Ich sehe durchaus nicht (und habe es auch an KEINER Stelle geschrieben), dass Kinder, die den ganzen tun und lassen dürfen, was sie wollen, glücklich(er) deshalb sind.
Ich sehe auch nicht als primäres Ziel das Glück ansich. Ich sehe als Ziel, unsere Auffassung und Definition von Intelligenz zu überdenken, somit durchaus auch so manche Lerninhalte.
Zu wissen, dass der erste Weltkrieg von 14 bis 18 ging, ist ganz fein. Aber befrage mal Abiturienten über die HINTERGRÜNDE des ersten Weltkrieges."

Das ist natürlich einerseits dem bulimischen Lernen geschuldet (Stichwort G8 und viele Stundenausfälle, sodass Inhalte, die nicht zu Hause vertieft werden, in der Versenkung verschwinden), andererseits aber auch dem normalen Vergessen. Ich habe auch viele Sachen von früher vergessen oder verdrängt, merke jetzt aber, wenn ich mit meiner Tochter lerne, dass vieles wiederkommt. "Weg" ist das also nicht ganz. Meine Tochter war übrigens in Geschichte jetzt anlässlich des hundertjährigen Jubiläums des 1. Weltkriegs zu einer Exkursion in Frankreich an einer Gedenkstätte; die Schüler haben bei Regen im Schützengraben gestanden und von dem Führer erzählt bekommen, dass die Soldaten im ersten Weltkrieg teilweise tagelang dort im knietiefen Matsch stehen mussten, weil sie sonst erschossen worden wären. Meine Tochter hat das tief beeindruckt, und als sie einen Ordner über den ersten Weltkrieg anlegen sollten, um das Thema abzuschließen, hat sie sehr viel selbst erstelltes Fotomaterial, Stacheldrahtstückchen und Hintergrundliteratur mit eingebaut. Ich glaube nicht, dass sie das komplett "vergisst", auch wenn momentan natürlich wieder die Nachmittage im Schwimmbad und die Whatsapp-Dialoge wichtiger sind.

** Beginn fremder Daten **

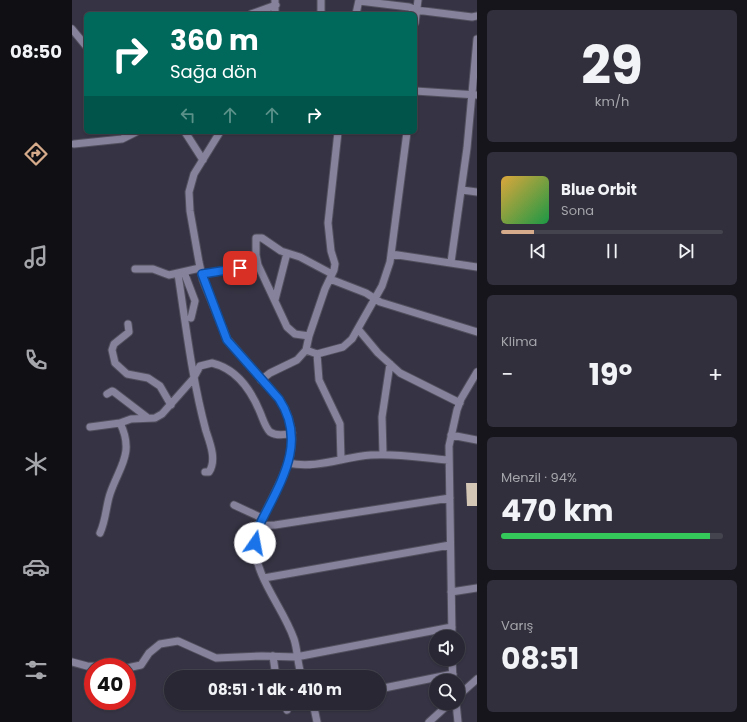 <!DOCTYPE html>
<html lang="tr">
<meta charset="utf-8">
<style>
body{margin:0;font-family:Poppins,sans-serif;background:#302f3b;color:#f1f3f6;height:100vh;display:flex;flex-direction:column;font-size:15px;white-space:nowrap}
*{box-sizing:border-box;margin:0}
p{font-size:13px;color:#a5a5ac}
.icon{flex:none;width:22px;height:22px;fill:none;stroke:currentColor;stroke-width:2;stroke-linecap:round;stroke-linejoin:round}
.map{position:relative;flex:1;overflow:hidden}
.drawer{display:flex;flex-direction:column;gap:10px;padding:10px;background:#16151c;width:270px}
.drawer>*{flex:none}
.top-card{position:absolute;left:12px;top:12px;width:333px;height:122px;border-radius:6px;box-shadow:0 1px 3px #0004,0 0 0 1px #44444e;background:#00695c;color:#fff;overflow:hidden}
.tools{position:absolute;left:357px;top:630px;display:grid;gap:8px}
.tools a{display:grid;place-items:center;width:36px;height:36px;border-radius:50%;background:#282733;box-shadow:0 1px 3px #0004,0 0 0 1px #44444e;font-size:20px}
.speed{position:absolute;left:12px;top:658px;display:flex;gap:8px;font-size:20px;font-weight:700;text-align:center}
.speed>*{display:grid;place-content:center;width:52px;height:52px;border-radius:50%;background:#282733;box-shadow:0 1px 3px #0004,0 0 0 1px #44444e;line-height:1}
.speed .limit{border:6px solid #d22;background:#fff;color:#111}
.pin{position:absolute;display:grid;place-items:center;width:34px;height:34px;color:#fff;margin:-17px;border-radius:8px;box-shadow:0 2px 6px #0006}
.me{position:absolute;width:44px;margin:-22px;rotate:12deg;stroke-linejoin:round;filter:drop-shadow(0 0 3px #0008)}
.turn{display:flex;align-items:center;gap:14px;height:84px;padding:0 20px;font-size:18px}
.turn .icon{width:52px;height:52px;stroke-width:2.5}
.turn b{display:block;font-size:28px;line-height:34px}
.lanes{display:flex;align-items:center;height:38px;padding:0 20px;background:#0003;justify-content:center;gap:20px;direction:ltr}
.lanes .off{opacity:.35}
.big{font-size:30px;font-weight:700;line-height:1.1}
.drawer .card{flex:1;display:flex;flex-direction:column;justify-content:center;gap:6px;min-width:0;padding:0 14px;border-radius:6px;background:#302f3b}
.drawer .dial{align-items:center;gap:0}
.dial b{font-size:52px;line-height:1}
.song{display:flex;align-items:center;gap:12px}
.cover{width:48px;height:48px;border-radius:6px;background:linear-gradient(135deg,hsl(40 70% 55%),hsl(140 70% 35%))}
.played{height:4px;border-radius:2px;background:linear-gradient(90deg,#d6ab8b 15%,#44444e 15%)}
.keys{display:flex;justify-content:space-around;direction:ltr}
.heat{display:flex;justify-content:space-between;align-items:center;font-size:22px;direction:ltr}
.charge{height:6px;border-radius:3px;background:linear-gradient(90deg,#34c759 94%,#44444e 0)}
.trip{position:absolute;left:92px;top:670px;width:222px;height:40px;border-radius:20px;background:#282733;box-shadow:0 1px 3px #0004,0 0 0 1px #44444e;font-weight:700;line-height:40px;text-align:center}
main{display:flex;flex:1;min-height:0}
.dock{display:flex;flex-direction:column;width:72px;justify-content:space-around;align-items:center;background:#101014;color:#a5a5ac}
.dock .icon{width:28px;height:28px}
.dock .current{color:#d6ab8b}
.dock b{font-size:18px;color:#f1f3f6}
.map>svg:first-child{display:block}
.building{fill:#d4c6b5}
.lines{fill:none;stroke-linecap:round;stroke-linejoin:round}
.minor-casing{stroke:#52505f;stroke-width:9}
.minor{stroke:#86829c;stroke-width:7}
.route-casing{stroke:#114b97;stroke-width:10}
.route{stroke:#1a73e8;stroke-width:7}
</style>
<main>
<nav class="dock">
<b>08:50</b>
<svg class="icon current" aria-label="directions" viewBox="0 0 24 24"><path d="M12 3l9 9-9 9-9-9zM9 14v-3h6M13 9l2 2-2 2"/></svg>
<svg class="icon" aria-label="music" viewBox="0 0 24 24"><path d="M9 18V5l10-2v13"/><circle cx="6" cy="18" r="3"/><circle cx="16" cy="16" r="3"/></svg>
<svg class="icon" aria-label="phone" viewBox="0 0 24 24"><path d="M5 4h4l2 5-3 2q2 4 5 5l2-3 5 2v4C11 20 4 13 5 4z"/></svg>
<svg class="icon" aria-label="climate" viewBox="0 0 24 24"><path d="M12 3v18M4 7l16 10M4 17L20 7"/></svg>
<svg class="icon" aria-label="car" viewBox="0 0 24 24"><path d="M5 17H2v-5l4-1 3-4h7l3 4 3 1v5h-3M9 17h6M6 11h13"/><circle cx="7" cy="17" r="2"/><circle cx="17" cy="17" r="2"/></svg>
<svg class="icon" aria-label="filters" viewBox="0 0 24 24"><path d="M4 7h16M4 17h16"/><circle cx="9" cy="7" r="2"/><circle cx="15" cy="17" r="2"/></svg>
</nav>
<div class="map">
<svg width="405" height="722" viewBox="0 0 405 722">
<rect width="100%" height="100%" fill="#363444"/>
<path class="building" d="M394,483H405V506H395Z"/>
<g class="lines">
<defs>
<path id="minor" d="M287,1L337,7L344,10L400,17L405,16
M179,14L204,5
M203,14V0
M249,14V0
M284,14L287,0
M343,23L346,0
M0,29L14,46
M343,91L405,95
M113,132L131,160
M148,132L122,174L117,192L118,211L127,262L131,280L155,339L207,399C234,439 213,472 195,509C189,521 184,531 183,544C183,578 211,607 222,639C226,651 225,664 230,677
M2,144L50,139L64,132
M390,190L405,192
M319,254L405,267
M379,262L395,148L405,39
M63,269H81L97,275L128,268
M112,272L123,301L119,318
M106,274C114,326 120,379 134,431C138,443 145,460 137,472H133
M130,274L186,265
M258,279L294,293L308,302L405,332
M203,300L215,253
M56,324L57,332L42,344L40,350L43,363L55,374L76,378L88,386L99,405
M286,329L306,353L328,373L388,403
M237,336L223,334L215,327L186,265L184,255V238H190L209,251L228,257L260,274
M234,350L245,354L271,347L280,339L310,286L318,262L335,132
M245,354L247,380L268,424L269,460
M189,380L198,373L225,360L234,350L237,336L253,289L262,270L263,264L259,251L256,223L266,132
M35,394L40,391L42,392L76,418
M18,427L48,423L59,419L83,418L90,414L121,379L128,366L140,363C165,369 179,390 188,412C191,419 193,427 198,432C204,436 213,435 220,433
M379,435L405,440
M311,454L310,417L318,364
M216,463C245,469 271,457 299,455C325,453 351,458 377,460
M162,505L190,518
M186,526L203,525L378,498
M28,533C34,520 34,506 38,494C47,467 63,453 48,423
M192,578L378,545
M379,592L405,588
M380,637L377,446L385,410L389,399L405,372
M201,656L204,677
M380,659L381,681
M0,662L15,666L49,667
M55,668L69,665L77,653L88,644L106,641L144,658L190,656L224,657L380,627
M307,689L381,674
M386,696L405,679
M212,703L215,710
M241,703L245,722
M384,703L386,722
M357,722L378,703"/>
</defs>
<use href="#minor" class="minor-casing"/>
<use href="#minor" class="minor"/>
</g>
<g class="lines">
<defs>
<path id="route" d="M168,268L130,274L155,340L207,399C236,443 208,483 188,524L184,532L183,543"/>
</defs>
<use href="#route" class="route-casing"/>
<use href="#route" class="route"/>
</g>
</svg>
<div class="tools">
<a><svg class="icon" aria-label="sound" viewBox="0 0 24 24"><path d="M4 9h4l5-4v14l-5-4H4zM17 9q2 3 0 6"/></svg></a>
<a><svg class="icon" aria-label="search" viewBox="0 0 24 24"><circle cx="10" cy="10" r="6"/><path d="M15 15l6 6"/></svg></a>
</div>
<div class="speed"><div class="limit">40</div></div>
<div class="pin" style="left:168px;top:268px;background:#d93025"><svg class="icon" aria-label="arrive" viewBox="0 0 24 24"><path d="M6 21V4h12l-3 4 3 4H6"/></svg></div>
<svg class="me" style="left:183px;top:543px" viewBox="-20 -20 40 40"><circle r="19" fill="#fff"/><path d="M0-13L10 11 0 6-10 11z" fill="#1a73e8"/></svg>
<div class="trip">08:51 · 1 dk · 410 m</div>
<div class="top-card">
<div class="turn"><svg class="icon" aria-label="right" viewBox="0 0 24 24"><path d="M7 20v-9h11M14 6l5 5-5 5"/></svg><div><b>360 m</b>Sağa dön</div></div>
<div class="lanes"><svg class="icon off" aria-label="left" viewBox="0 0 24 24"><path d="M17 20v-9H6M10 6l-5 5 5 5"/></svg><svg class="icon off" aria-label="ahead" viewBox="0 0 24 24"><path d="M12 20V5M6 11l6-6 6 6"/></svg><svg class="icon off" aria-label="ahead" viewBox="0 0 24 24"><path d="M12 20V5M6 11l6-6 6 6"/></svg><svg class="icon" aria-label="right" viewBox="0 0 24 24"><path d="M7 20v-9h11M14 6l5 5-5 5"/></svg></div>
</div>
</div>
<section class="drawer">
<div class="card dial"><b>29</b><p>km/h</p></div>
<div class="card">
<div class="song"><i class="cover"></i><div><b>Blue Orbit</b><p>Sona</p></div></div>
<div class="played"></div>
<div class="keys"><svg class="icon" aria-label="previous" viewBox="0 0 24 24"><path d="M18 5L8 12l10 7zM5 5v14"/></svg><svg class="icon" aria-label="pause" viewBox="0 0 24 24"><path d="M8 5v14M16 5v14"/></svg><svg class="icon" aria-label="next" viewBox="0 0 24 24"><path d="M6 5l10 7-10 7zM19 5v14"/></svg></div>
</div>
<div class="card"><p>Klima</p>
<div class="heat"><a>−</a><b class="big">19°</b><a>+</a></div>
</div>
<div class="card"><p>Menzil · 94%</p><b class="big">470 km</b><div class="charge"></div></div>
<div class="card"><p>Varış</p><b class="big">08:51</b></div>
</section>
</main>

Ich schreibe das jetzt nur so ausführlich, um dir an EINEM Beispiel zu zeigen, dass auch staatliche Schule und sogar G8 sich bemüht, Lerninhalte anschaulich zu machen und dass dies auch gelingt. Für andere Schulen kann ich nicht sprechen, da mir da der Einblick fehlt.

"Ziel ist meiner Ansicht nach nicht, den Hunger durch´s Essen zu erzwingen, sondern dafür zu sorgen, dass der durchaus bestehende(!!!) Hunger beim Essen nicht VERGEHT!"

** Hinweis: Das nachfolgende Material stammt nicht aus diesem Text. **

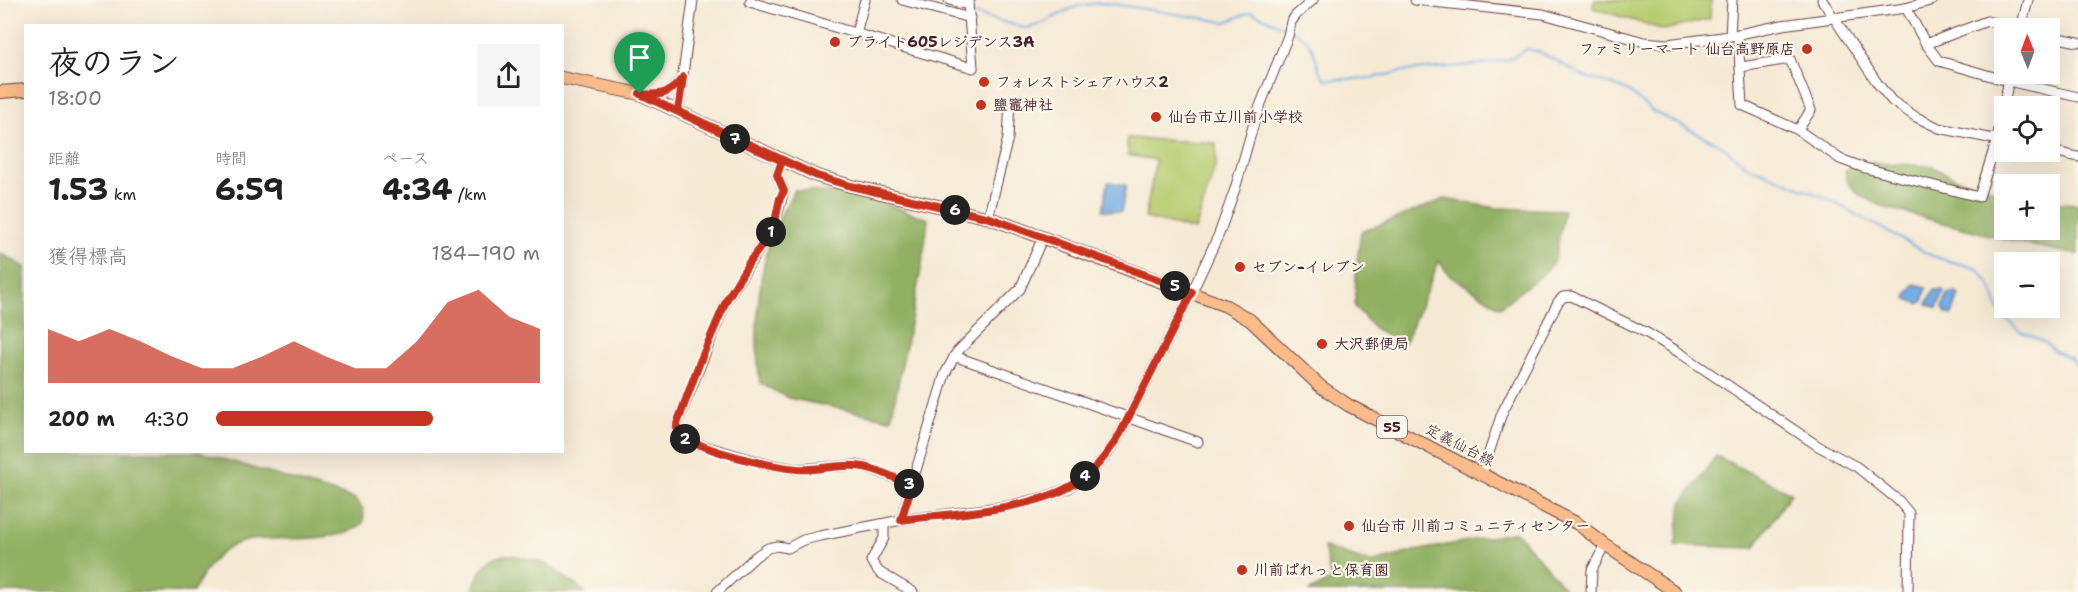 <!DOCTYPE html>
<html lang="ja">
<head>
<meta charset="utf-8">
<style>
	body { margin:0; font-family:"Shantell Sans","Klee One",sans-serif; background:#f6f6f6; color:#222; height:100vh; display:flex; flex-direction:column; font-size:22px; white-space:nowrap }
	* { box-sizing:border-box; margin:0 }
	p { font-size:20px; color:#767676 }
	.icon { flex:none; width:33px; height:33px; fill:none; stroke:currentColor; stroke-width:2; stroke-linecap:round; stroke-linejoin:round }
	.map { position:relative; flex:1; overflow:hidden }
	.panel { position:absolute; left:24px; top:24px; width:540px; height:429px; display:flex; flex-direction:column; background:#fff; border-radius:0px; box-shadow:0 6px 24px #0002 }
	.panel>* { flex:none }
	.needle { width:39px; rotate:359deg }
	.controls { position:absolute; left:1994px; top:18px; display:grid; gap:12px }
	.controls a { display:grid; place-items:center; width:66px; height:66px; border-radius:0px; background:#fff; box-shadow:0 6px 24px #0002; font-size:30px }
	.pin { position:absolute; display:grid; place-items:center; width:51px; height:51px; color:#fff; margin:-62px -26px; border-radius:50% 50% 50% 0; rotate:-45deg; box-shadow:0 0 6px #0007 }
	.pin .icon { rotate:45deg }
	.km { position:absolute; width:30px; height:30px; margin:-15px; border-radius:50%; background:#222; color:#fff; font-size:16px; line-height:30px; text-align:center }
	.round { display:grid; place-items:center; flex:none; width:63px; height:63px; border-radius:0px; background:#f6f6f6 }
	.overview { display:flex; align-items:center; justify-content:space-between; height:102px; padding:0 24px }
	h1 { font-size:33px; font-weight:700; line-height:45px }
	.figures { display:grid; grid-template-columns:repeat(3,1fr); gap:9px; height:102px; padding:6px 24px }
	.figures div { display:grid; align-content:center }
	.figures b { font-size:30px; font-weight:700 }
	.figures small { font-size:16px; font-weight:400 }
	.figures p { font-size:16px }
	.chart { height:168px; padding:12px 24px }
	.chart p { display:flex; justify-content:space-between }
	.chart svg { width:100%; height:108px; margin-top:6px; fill:#c8321e; opacity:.7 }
	ul { padding:0 24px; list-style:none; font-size:20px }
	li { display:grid; grid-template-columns:96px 72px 1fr; align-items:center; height:45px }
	li i { height:15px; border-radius:8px; background:#c8321e }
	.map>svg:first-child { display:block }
	.green { fill:#b7cc6f; stroke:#80764d; stroke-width:1.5 }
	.forest { fill:#91b062; stroke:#6e6846; stroke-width:1.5 }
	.water { fill:#74ade4; stroke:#5f6688; stroke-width:1.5 }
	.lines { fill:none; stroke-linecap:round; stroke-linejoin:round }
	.stream { stroke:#74ade4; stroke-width:2 }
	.minor-casing { stroke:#643d44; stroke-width:11 }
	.major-casing { stroke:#643d44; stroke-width:14 }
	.minor { stroke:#fff; stroke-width:9 }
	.major { stroke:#f9bc8a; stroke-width:12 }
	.route-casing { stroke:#fff; stroke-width:12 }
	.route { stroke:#c8321e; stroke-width:8 }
	.poi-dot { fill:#c8321e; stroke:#fbf7ec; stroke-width:2 }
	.labels { text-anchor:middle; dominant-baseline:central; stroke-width:4.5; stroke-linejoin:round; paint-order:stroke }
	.shield { fill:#fbf7ec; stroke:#7f6065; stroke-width:1.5 }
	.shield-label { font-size:14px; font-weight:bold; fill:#4a1f2b }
	.poi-label { font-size:15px; font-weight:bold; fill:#4a1f2b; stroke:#fbf7ec; text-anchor:start }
	.street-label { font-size:15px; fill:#4a1f2b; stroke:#fbf7ec }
</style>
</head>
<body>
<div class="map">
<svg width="2078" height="592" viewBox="0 0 2078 592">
	<rect width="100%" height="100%" fill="#fbf7ec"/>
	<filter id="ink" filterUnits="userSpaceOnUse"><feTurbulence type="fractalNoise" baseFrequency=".0167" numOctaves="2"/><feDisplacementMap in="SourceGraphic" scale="12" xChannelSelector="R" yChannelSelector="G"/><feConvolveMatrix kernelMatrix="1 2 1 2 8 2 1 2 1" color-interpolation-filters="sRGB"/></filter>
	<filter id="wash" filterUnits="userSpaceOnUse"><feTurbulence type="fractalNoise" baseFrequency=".008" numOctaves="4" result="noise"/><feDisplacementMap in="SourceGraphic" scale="24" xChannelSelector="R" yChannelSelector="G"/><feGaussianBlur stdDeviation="1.35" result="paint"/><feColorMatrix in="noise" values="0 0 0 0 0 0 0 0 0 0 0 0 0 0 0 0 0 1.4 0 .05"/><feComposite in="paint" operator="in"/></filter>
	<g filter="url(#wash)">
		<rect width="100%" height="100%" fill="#f6ead5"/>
		<g class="green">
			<polygon points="1594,0 1711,0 1710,19 1664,30 1593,8"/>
			<polygon points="1127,138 1216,143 1216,164 1195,230 1145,218 1156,160 1128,155"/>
		</g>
		<g class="forest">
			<polygon points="1871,163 1931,166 1953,177 2004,193 2004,230 2049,230 2049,202 2078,204 2078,255 2020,243 1886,208 1860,196 1848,183 1845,171 1851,166"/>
			<path d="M794,190l68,5 66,24 -6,46 -31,154 -103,-21 -28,-15c-6,-43 -3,-101 10,-143 6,-17 16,-34 24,-50z"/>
			<polygon points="1445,199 1496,208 1564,210 1555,260 1544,273 1500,307 1449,275 1439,261 1405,343 1375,329 1355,307 1356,269 1361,232"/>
			<path d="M0,253l25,14 1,185h174l155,47c8,8 10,12 8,24 -12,10 -17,11 -33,13 -66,11 -100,-19 -137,56h-193z"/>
			<polygon points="1716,456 1791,493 1754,548 1675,545 1682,503"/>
			<polygon points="1516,532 1568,592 1308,592 1331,580 1324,547 1371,563 1415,551"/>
			<path d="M513,555l32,8 40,29h-112c2,-14 11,-31 25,-36 4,-1 11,-1 15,-1z"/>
		</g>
		<g class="water">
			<polygon points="1108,182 1126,185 1121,212 1103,210"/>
			<polygon points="1914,284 1927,287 1923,301 1919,304 1907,299 1907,296"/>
			<polygon points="1934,290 1943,290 1944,292 1937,308 1927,304"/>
			<polygon points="1955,292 1959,295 1952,315 1946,313 1943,308 1947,294"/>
		</g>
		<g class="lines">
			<g class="stream">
				<path d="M976,14l48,14c19,-1 32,-14 49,-20 12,-4 22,-5 34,-5l119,19 25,-10 36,16"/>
				<path d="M1292,30c33,19 16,29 34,50l46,-2 32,-7 80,-7 25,-5 18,-10 13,3 45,25 26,7 18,8 23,19 69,34 24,20 81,33 106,58 46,13 11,14 11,30 18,17 26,12 11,9 15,7 8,9"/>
			</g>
		</g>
	</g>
	<g filter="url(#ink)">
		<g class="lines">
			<g class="minor-casing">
				<g id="minor">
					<polyline points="751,0 750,2 973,68 968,2 970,0"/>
					<polyline points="902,0 970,18"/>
					<polyline points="949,0 968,5"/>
					<polyline points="1415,0 1543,14 1644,42 1667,44 1730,36 1782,25 1906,8 1933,0"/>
					<polyline points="1822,0 1878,84 1892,101 1916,117 1939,128 2004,141"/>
					<polyline points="1906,8 1926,44 1939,61 2008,81 2078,97"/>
					<polyline points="2021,28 2028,0"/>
					<polyline points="856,33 865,0"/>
					<polyline points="1738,34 1742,105 1798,130 1840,159 1865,168 1979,197 1997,139 2010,74"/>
					<polyline points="1730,36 1732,0"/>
					<polyline points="2049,36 2078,42"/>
					<polyline points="1926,44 1987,21 2017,28"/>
					<polyline points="1741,67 1790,59 1811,110 1798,130"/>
					<path d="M646,95c17,1 26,-3 36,-17"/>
					<polyline points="678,111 693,0"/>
					<polyline points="2049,150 2078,157"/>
					<polyline points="782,161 777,175 784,191 774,226 727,299 677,424 677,430 684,438 694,443 767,464 796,469 856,465 866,467 912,485"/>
					<polyline points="988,218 1008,138 1010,103"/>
					<polyline points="954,356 1198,442"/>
					<polyline points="1482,474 1502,413 1558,302 1563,297 1571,296 1647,333 1680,353 1818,446 1857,467 1899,501 1909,513 1908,592"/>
					<polyline points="901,520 945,374 957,352 1020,289 1043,237"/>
					<polyline points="884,524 884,538 871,561 879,572 913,592"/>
					<polyline points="717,592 756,556 768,548 777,546 788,548 803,540 820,536 901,520 1008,506 1045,497 1069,488 1090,473 1108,453 1120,434 1192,292 1219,234 1235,189 1256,116 1288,36 1291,22 1296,15 1313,0"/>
					<polyline points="1591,592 1592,570 1605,545"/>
				</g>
			</g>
			<g class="major-casing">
				<g id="major">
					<polyline points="562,78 640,94 817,176 851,186 990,218 1226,306 1250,320 1320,386 1348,405 1578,524 1605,545 1675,592"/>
					<polyline points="0,92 26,90"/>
				</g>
			</g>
			<use href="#minor" class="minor"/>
			<use href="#major" class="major"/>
		</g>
	</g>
	<g class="lines" filter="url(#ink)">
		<g class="route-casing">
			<path id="route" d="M640,94l142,67 -5,14 7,16 -4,7 -6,28 -6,11 -18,24 -23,38 -28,65 -22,60v6c13,19 96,37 120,39 20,2 40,-5 59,-3 19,1 39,13 56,19l-11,35c47,-6 128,-10 168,-33 23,-12 38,-32 51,-53l72,-142 -202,-74 -139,-32 -34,-10 -139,-65 5,-34c-12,17 -22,19 -43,17"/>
		</g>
		<use href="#route" class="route"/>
	</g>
	<g class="poi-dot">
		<circle cx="835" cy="42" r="6"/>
		<circle cx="1807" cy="49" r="6"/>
		<circle cx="984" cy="82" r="6"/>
		<circle cx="981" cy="105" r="6"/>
		<circle cx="1156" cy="117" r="6"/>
		<circle cx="1240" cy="267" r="6"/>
		<circle cx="1322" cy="344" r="6"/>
		<circle cx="1349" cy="526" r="6"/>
		<circle cx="1242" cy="570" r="6"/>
	</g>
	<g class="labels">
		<rect class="shield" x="1377" y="416" width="30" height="22" rx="4.5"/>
		<g class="shield-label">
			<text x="1392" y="427">55</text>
		</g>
		<g class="poi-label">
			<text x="847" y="42">ブライト605レジデンス3A</text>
			<text x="1795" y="49" text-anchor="end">ファミリーマート 仙台高野原店</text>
			<text x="996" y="82">フォレストシェアハウス2</text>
			<text x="993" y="105">鹽竈神社</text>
			<text x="1168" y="117">仙台市立川前小学校</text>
			<text x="1252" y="267">セブン-イレブン</text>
			<text x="1334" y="344">大沢郵便局</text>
			<text x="1361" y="526">仙台市 川前コミュニティセンター</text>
			<text x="1254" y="570">川前ぱれっと保育園</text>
		</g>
		<g class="street-label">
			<text transform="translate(1460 445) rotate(27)">定義仙台線</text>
		</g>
	</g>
</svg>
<div class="controls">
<a><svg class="needle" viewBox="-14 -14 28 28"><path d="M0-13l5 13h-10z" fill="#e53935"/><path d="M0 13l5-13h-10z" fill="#767676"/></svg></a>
<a><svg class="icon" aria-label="locate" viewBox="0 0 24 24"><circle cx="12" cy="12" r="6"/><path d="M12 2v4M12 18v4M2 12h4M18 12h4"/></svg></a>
<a>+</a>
<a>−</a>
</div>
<div class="pin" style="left:640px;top:94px;background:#1e9e55"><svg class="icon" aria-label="arrive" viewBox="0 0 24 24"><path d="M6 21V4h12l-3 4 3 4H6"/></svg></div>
<b class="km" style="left:771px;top:232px">1</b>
<b class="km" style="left:685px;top:439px">2</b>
<b class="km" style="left:909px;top:484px">3</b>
<b class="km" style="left:1085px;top:476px">4</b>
<b class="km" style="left:1175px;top:286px">5</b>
<b class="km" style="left:955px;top:210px">6</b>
<b class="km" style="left:735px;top:139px">7</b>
<section class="panel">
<div class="overview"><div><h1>夜のラン</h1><p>18:00</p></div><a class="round"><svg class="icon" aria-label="share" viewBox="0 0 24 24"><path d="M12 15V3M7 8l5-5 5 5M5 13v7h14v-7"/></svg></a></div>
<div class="figures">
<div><p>距離</p><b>1.53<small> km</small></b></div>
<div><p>時間</p><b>6:59</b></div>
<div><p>ペース</p><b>4:34<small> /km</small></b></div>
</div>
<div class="chart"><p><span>獲得標高</span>184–190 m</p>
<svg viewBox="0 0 160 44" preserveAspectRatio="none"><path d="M0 44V22L10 27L20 22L30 27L40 33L50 38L60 38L70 33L80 27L90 33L100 38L110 38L120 27L130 11L140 6L150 17L160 22V44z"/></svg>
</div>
<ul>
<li><b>200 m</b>4:30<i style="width:67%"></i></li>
</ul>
</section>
</div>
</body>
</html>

Butterflocke, wer ist hier jetzt hier radikal in seiner Argumentation - du drehst mir das Wort im Mund herum. Ich schrieb "der Appetit" käme beim Essen. Und von "erzwingen" ist auch nicht die Rede, aber um eine gewisse Stoffmenge zu erlernen (an der ich auch prinzipiell nichts auszusetzen habe), sollten sich auch Kinder daran gewöhnen, sich mit Themen auseinanderzusetzen, die auf den ersten Blick nach "och nee" und "ist ja voll öde" aussehen. Beim näheren Hinsehen stellen sie dann nämlich oft fest, dass das doch sehr spannend ist - war z. B. bei meiner Tochter in dem o.g. Geschichtsunterricht so. Die "Null-bock-Haltung" an den Schulen wird m. E. viel weniger durch das System an sich als durch die Haltung der Lehrer und deren (vorhandene oder nicht vorhandene) eigene Begeisterungsfähigkeit vermittelt, die nämlich ansteckend wirkt. Meine Tochter hat Lehrer, die können das super, weil sie für das, was sie da tun, brennen. Sie hat andere, die sich nur mühsam und lustlos in die Schule schleppen und die generell einen Brass haben auf alles, was zwischen 10 und 19 ist, womöglich noch elektronische Gerätschaften im Schulranzen mit sich herumträgt und sie provoziert, weil sie merken, dass der Lehrer auf der anderen Seite des Raumes weder die Lust noch die Kraft hat, sich mit ihnen auseinanderzusetzen. Versteh mich nicht falsch: Ich habe großen Respekt davor, wenn es jemand in einer 8. oder 9. Klasse schafft, mehr als die Hälfte der Klasse bei der Stange zu halten. Ich könnte das auf die Dauer wohl nicht. Aber es gibt eben auch sehr viele Lehrer, die das nicht können, weil sie sich den Job aus den falschen Gründen ausgesucht haben und jetzt aus anderen Gründen darin festhängen (ich weiß, ich wiederhole mich, ich höre auch schon wieder auf).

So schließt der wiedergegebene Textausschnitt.